Saturday, April 15, 2017

Decision Theory Under Uncertainty (Rational Choice)

I guess enough time has passed that I can confess that my previous post titled "Mandates and Pragmatism" was an allegory about the IUID mandate, and other mandates like it (if the shoe fits..).

When one steps back and asks enough "why" questions, it becomes evident that the problem that we are trying to solve is the problem of a mandate.  It is the "because I said so" rationale of our parents. Therefore, removing the mandate solves the problem. No? So, go ahead, kids, and eat your dessert first. Tell your parents I said so.

During one particularly futile discussion about the subject at an IUID conference I took to doodling in my notebook and produced the following mathematical model.


You see, I spent many frustrating months studying Izhak Gilboa's book "Decision Theory Under Uncertainty", so I figured that I would finally put some of that knowledge to good use. Gilboa is one of the living legends in the field of decision theory. Another one of his famous works is "Rational Choice".  I must warn you that his works are no light reading. One of the things I usually found when reading Gilboa was that it would take me a lot of effort to get through his mathematical models and proofs, only to arrive at a "duh" moment. So you mean that green marbles are not blue?

To summarize my doodle, the model is actually a mathematical representation using decision theory notation of a very fundamental issue: what is the rational choice?  If the set of choices are Navy ERP, IUID alone, or a combination of the two?

The value of the utility function was in terms of FIAR compliance.

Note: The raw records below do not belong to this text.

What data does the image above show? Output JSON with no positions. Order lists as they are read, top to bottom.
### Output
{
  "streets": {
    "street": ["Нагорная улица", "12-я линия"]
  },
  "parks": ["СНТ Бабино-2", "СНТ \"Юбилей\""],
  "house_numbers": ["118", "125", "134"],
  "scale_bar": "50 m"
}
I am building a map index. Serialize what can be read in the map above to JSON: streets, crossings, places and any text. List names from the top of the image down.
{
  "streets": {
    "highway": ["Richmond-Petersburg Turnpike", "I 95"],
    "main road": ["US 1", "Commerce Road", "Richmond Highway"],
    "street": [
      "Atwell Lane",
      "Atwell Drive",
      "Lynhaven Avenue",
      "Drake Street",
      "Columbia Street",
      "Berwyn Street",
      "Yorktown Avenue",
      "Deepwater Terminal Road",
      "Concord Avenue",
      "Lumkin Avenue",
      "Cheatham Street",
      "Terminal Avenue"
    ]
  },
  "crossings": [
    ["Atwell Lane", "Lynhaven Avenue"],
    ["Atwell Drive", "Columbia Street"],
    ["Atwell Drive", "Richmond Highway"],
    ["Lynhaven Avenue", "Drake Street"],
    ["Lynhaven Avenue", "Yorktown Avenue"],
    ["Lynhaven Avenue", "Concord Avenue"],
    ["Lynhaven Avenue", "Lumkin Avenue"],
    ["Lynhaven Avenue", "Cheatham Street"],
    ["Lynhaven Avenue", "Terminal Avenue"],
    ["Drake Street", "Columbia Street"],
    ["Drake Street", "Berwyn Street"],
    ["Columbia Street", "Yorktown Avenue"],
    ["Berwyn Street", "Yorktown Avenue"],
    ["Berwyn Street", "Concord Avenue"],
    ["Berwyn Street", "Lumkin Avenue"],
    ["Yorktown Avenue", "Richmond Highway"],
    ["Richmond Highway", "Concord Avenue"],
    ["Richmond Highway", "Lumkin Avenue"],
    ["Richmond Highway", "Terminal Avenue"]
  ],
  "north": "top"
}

The conclusion of my doodling is that concentrating on ensuring that the Accountable Property System of Record (APSR) is FIAR compliant would be a more rational choice than trying to comply with both the IUID mandate and APSR FIAR compliance, since IUID alone would never provide 100% FIAR compliance. Like my kids would say... uhmmm.... duh! Once we put it like that... who needs math?

Monday, April 3, 2017

What's the formula for statistical sampling?


Statistical sampling, for some reason, is one of those concepts that gives some people a lot of trouble. There is a book by Daniel Kahneman titled "Thinking, Fast and Slow" that I always recommend. One of the concepts Kahneman likes to write about is System 1 thinking vs. System 2 thinking. I suppose that those who feel comfortable when dealing with uncertainty and probabilistic models are people who are good system 2 thinkers.

So, what is statistical sampling? To keep things simple, it may be better that we start with an example.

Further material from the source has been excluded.